This works on little-endian machines (as it points to the LSB), but on our big-endian PowerPC CPU, the character was the MSB (and thus always 0).

We implemented a minimal user interface/shell in the SPL, using microrl:

Memory can be tested from the shell using the test command:

Raw memory or register accesses can be done using the peek, poke and set commands:

This way, we can tweak the DDR3 controllers MMIO registers quickly (by poking new settings into the MMIO registers) and run a memory test. Rinse and repeat until the memory works.

Memory Swap (Samsung)

Let’s take a look at the memory-swapped router again. We tested various latencies, timings, refresh settings, row/column line configurations, but just couldn’t get the ICMAX memory to hold any data at all.

So at this point, the problem could either be caused by bad soldering or a defective/fake chip.

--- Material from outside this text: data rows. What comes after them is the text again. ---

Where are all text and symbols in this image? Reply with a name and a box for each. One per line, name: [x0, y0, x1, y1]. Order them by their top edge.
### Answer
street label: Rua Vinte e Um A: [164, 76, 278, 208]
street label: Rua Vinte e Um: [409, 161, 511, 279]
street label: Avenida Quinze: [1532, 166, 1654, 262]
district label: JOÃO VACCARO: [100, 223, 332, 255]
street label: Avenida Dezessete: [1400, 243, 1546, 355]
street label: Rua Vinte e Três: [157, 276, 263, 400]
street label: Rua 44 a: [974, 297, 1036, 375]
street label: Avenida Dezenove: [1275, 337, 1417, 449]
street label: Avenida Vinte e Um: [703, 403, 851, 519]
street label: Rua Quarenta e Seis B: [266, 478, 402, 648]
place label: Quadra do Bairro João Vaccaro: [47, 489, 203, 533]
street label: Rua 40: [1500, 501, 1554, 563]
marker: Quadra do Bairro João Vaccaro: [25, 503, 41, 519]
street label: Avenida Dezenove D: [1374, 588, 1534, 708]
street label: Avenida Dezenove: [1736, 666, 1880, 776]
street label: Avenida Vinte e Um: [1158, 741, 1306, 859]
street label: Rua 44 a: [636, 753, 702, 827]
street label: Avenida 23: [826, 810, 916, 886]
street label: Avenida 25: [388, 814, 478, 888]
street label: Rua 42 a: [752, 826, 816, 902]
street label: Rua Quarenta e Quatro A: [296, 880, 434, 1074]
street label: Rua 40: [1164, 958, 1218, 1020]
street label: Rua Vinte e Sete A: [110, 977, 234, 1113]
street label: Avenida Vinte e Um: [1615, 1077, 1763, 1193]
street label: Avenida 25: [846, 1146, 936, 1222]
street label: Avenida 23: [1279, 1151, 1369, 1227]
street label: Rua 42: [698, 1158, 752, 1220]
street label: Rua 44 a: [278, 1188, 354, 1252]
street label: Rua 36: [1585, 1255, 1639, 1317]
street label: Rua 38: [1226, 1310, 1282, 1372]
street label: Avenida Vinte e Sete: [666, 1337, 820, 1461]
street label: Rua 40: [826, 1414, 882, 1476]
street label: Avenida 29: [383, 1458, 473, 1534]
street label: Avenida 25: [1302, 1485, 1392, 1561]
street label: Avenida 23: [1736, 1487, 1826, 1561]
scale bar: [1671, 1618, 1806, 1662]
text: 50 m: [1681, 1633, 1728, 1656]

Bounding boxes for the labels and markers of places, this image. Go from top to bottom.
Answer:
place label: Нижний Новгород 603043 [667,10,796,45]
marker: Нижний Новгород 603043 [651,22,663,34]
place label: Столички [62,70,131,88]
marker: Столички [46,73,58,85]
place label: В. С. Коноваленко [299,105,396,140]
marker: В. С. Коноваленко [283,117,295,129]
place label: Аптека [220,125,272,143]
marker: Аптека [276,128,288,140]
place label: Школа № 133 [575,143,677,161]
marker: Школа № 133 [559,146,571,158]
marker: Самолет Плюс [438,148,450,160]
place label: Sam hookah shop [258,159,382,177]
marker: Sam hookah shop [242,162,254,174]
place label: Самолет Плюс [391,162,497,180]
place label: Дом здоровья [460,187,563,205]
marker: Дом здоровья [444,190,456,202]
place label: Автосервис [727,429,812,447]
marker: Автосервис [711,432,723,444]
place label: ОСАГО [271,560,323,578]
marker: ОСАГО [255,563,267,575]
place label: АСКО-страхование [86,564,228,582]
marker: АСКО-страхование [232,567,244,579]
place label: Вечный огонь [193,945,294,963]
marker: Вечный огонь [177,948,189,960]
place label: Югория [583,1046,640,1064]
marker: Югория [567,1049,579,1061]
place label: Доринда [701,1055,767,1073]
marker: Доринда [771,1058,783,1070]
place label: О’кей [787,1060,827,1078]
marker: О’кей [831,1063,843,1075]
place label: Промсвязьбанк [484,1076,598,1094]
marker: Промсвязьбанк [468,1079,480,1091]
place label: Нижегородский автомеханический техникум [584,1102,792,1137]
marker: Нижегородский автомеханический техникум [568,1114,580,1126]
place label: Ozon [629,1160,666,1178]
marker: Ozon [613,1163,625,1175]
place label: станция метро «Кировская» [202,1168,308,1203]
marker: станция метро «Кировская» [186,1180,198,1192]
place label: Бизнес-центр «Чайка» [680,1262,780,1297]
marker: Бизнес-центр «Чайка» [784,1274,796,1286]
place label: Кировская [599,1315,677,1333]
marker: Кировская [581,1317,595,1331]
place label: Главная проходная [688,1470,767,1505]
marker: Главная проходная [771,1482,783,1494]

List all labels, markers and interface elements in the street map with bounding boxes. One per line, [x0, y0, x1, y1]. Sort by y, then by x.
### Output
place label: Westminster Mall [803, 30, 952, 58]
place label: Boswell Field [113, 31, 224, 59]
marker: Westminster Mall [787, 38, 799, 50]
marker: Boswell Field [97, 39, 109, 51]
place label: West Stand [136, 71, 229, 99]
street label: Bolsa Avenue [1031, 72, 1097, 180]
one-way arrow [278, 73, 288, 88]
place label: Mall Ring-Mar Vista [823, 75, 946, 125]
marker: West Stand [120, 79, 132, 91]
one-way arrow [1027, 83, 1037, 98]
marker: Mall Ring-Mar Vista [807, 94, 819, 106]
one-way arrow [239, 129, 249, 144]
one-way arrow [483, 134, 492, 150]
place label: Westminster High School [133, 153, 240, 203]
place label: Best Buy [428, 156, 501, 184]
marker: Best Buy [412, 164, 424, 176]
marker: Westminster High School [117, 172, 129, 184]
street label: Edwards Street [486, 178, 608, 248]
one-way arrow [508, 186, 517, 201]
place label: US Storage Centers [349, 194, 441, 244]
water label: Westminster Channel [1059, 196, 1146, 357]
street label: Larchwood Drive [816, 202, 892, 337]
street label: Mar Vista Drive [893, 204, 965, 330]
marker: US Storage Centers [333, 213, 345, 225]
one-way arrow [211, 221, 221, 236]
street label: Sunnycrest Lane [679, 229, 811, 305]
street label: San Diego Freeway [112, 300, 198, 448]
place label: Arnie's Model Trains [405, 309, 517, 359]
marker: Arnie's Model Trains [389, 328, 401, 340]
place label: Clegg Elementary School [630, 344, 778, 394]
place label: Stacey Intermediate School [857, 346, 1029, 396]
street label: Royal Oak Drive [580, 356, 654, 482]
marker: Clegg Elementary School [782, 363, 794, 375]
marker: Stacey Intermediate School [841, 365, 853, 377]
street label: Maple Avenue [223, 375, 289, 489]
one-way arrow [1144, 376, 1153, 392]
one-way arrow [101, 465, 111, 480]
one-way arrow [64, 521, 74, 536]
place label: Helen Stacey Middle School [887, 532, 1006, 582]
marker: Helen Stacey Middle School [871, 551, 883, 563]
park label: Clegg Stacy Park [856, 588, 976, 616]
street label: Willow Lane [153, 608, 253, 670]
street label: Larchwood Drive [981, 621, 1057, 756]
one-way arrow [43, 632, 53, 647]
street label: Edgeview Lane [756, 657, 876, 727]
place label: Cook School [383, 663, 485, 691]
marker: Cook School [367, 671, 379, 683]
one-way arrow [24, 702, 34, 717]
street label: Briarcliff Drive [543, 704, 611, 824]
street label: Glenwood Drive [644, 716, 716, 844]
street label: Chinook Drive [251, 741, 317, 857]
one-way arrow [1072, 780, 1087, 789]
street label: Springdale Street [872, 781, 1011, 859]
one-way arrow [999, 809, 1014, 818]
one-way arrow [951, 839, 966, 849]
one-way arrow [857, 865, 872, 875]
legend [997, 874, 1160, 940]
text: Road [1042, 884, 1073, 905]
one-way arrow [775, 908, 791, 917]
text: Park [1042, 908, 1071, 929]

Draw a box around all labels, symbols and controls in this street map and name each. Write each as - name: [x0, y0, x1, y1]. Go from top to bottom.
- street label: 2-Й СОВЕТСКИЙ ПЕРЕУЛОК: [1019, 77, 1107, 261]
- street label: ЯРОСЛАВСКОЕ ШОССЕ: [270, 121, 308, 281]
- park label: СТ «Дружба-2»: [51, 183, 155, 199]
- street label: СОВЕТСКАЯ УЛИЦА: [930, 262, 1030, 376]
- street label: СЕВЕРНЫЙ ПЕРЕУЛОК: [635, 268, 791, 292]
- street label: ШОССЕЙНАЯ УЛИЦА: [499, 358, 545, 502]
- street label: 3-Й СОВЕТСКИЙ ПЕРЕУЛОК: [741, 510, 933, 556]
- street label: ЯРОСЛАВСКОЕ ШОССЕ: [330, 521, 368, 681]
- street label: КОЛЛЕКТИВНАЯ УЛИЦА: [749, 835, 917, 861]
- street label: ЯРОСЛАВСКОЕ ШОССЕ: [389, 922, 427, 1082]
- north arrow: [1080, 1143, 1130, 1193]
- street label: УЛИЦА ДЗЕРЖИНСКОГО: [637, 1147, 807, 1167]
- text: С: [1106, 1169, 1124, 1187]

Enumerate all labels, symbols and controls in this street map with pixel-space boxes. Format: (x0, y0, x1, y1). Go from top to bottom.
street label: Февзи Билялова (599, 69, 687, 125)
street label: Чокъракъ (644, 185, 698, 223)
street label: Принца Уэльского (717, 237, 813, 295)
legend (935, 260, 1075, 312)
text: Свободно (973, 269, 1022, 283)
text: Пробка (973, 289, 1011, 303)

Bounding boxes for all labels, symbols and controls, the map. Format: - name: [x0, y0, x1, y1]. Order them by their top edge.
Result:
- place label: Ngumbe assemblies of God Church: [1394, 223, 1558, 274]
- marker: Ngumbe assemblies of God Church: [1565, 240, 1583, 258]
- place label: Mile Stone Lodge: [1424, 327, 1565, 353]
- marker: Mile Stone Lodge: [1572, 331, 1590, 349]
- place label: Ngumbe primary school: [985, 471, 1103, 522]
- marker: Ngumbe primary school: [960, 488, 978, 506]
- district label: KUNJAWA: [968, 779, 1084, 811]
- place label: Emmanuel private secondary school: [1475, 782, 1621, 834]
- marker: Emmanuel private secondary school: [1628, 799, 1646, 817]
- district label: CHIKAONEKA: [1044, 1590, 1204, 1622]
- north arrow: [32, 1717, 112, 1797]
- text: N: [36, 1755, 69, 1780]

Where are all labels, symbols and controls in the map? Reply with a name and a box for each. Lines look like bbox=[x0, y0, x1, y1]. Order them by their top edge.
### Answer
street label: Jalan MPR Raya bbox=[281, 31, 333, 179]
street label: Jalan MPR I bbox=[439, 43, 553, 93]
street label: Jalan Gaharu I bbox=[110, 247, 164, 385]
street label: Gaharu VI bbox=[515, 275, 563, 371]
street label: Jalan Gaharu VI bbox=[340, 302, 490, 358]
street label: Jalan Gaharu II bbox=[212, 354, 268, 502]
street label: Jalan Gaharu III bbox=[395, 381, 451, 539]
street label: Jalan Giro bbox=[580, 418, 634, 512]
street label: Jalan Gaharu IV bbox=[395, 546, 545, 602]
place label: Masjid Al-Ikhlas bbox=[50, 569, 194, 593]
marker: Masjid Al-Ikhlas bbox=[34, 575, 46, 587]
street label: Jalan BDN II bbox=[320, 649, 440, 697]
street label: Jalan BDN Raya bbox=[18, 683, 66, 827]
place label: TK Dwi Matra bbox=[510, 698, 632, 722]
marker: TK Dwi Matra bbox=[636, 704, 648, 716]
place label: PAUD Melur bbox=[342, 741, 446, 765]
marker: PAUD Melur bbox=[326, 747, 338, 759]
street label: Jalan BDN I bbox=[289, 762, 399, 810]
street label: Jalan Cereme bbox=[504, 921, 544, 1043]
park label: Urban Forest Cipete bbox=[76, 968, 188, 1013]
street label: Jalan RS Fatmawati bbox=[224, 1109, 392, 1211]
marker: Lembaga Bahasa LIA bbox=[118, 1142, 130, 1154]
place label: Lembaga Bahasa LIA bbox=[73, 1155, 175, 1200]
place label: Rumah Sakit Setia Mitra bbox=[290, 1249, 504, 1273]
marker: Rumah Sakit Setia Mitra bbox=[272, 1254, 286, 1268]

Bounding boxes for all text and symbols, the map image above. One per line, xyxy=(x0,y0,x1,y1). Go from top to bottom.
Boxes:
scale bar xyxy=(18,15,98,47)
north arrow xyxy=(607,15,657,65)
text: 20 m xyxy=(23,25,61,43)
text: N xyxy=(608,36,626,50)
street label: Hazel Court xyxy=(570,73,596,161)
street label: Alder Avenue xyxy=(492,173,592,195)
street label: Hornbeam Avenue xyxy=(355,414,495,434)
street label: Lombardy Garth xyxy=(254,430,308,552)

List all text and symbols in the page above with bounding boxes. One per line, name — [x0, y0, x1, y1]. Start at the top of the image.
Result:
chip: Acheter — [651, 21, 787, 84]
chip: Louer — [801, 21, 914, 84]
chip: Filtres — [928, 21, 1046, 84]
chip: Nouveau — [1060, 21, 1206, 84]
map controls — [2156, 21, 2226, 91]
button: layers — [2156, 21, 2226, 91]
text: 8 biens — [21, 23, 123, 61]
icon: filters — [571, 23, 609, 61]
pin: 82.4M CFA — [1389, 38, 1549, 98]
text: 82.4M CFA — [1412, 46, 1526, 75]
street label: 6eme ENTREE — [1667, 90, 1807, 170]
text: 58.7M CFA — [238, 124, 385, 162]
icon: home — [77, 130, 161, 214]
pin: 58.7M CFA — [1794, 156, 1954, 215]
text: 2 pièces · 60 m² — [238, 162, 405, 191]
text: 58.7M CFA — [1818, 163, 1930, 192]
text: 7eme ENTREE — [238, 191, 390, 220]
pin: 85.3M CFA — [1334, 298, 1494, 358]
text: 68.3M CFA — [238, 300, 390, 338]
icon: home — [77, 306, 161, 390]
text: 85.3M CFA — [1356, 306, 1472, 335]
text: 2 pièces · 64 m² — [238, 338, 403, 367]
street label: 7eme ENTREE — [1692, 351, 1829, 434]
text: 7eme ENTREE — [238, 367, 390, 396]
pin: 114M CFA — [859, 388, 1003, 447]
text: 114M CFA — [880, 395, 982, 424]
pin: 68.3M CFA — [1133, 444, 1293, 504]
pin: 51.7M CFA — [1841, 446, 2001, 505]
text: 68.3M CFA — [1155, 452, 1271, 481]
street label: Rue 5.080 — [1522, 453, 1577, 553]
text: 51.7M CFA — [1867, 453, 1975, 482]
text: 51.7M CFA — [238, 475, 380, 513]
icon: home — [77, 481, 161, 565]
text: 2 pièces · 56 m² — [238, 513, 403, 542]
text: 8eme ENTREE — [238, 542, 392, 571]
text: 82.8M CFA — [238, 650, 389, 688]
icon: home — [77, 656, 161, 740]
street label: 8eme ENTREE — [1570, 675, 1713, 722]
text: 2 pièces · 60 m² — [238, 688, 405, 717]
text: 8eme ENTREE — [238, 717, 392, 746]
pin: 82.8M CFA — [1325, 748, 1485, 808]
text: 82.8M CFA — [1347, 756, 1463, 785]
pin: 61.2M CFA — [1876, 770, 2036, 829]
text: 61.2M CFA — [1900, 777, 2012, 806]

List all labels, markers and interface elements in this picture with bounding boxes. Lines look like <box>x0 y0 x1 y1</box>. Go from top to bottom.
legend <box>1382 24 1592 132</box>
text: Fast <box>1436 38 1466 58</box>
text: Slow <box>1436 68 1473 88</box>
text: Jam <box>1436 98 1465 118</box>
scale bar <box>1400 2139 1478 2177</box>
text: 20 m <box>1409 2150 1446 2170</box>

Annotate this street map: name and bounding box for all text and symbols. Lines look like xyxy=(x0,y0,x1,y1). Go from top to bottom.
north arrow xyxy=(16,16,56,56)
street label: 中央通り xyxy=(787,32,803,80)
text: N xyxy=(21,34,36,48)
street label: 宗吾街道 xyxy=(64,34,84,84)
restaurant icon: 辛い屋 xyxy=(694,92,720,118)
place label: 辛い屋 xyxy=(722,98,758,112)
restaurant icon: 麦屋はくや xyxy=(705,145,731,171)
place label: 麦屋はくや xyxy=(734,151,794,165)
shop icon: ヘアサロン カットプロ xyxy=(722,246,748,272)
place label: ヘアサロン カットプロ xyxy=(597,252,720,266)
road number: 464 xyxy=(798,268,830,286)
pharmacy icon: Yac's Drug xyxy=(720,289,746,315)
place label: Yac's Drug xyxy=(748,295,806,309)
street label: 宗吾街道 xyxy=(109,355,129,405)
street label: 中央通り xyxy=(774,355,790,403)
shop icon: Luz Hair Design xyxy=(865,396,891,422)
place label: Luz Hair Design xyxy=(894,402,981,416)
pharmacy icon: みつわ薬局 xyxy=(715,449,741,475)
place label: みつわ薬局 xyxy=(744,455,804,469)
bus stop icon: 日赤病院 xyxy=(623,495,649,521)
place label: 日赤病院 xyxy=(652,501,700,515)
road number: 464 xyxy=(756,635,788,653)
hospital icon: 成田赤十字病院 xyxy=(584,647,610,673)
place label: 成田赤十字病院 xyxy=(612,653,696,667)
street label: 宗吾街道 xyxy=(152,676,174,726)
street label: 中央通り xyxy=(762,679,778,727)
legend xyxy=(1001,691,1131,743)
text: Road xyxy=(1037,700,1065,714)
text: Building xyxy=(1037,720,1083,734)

The router went back on the hot plate and the memory was swapped again, this time with a nice, genuine
Samsung K4B4G1646E 4Gbit/512MByte x16 chip:

Moment of truth:

DRAM test...Testing 00200000 ... 08000000:
do_mem_mtest:199: start 08lx end 08lx
Iteration:     1
KittenMemtest PRBS15, writing test pseudo random test sequence
Writing 0x07f00000
Letting data soak for 2sec (auto-refresh test) ...
Reading 0x07f00000
Tested 1 iteration(s) with 0 errors.

\o/
The Samsung memory works (or at least the first 128 MiB being tested)!

Memory Aliasing

Let’s just set the Linux device tree to 512 MiB of RAM and boot right into the OS!

    memory {
-       reg = <0x0 0x0 0x0 0x8000000>;
+       reg = <0x0 0x0 0x0 0x20000000>;
    };

The memory training UI was extended with a boot command, which loads the stock TP-Link U-Boot into DRAM (at 0x10000000, where it always is) and jumps to it. We can then just load a Linux kernel via TFTP and run it.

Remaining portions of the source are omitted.